Abstract
Purpose
Few studies analyzed gender-related outcome differences of critically ill patients and found inconsistent results. This study aimed to test the independent association of gender and long-term survival of ICU patients.
Materials and methods
FROG-ICU was a prospective, observational, multi-center cohort designed to investigate the long-term mortality of critically ill adult patients. The primary endpoint of this study was 1-year mortality after ICU admission of women compared to men.
Results
The study included 2087 patients, 726 women and 1361 men. Women and men had similar baseline characteristics, clinical presentation, and disease severity. No significant difference in 1-year mortality was found between women and men (34.9% vs. 37.9%, P = 0.18).

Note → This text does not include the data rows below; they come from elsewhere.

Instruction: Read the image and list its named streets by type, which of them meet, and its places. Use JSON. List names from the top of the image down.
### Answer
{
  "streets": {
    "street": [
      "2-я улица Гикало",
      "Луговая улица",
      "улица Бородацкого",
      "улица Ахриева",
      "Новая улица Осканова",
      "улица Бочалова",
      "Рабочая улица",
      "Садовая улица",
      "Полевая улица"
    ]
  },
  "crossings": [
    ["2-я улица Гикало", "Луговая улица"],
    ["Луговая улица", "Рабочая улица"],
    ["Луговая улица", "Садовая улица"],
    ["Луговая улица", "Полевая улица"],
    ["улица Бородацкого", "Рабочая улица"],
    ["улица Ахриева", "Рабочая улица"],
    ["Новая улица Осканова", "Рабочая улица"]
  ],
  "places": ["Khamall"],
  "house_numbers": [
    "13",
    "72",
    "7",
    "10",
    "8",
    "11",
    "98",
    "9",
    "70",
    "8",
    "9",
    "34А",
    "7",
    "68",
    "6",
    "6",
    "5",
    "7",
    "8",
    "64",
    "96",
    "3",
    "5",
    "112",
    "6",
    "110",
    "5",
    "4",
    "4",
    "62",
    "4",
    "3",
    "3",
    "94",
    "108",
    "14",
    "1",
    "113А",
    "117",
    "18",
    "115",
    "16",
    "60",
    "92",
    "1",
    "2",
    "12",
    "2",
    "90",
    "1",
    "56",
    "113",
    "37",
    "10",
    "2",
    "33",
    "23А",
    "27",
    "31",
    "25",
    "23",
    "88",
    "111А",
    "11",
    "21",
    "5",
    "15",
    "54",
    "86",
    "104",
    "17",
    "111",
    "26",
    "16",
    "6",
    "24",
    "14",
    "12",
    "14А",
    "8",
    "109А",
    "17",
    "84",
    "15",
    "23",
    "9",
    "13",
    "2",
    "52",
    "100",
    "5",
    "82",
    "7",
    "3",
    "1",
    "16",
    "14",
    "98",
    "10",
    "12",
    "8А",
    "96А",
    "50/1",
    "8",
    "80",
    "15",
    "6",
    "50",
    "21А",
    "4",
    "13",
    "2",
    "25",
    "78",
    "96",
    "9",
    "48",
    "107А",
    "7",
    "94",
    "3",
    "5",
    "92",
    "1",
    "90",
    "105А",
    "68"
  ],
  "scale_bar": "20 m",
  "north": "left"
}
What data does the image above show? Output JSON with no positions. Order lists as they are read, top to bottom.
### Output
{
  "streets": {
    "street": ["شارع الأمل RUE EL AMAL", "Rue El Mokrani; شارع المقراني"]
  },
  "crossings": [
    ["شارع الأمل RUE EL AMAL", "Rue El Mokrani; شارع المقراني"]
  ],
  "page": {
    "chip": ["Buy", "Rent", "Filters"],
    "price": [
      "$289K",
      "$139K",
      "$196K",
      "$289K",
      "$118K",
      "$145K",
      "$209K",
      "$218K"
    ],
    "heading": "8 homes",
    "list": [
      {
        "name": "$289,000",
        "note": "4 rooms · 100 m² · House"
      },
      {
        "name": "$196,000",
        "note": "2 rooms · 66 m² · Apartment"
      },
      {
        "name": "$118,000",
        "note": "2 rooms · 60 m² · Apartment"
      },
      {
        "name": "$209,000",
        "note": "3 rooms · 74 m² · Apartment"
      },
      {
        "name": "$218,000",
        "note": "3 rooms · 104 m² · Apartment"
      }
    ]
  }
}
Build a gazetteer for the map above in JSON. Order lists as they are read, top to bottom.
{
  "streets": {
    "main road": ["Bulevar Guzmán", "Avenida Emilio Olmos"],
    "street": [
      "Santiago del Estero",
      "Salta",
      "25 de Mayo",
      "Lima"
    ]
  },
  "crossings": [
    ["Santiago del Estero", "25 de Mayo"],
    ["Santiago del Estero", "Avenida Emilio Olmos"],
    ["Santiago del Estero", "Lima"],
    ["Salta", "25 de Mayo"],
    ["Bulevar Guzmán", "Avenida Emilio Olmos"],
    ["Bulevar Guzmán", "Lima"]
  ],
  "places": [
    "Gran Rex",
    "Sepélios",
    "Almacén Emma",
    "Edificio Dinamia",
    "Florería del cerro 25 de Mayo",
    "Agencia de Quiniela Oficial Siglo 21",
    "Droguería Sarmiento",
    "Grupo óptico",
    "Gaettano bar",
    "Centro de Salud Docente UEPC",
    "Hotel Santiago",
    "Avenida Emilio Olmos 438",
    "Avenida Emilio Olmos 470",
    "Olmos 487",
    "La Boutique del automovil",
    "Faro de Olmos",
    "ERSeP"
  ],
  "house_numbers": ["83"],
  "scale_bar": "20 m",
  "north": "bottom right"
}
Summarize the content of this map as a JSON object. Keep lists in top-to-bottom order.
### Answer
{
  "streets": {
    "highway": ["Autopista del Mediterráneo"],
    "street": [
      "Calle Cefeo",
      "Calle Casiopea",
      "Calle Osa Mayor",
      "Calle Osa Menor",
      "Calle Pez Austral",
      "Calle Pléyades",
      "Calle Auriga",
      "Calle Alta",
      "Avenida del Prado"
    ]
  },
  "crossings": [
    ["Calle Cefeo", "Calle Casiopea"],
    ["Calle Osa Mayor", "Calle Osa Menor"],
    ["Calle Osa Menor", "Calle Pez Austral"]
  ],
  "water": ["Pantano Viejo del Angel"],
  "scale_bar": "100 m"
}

After multivariable adjustment, no difference in the hazard of death was observed [HR 0.99 (95% CI 0.77–1.28)]. Similar 1-year survival between women and men was found in a propensity score-matched patient cohort of 506 patients [HR 0.79 (95% CI 0.54–1.14)].
Conclusion
Women constituted one-third of the population of critically ill patients and were unexpectedly similar to men regarding demographic characteristics, clinical presentation, and disease severity and had similar risk of death at 1 year after ICU admission.
Trial registration ClinicalTrials.gov NCT01367093; registered on June 6, 2011.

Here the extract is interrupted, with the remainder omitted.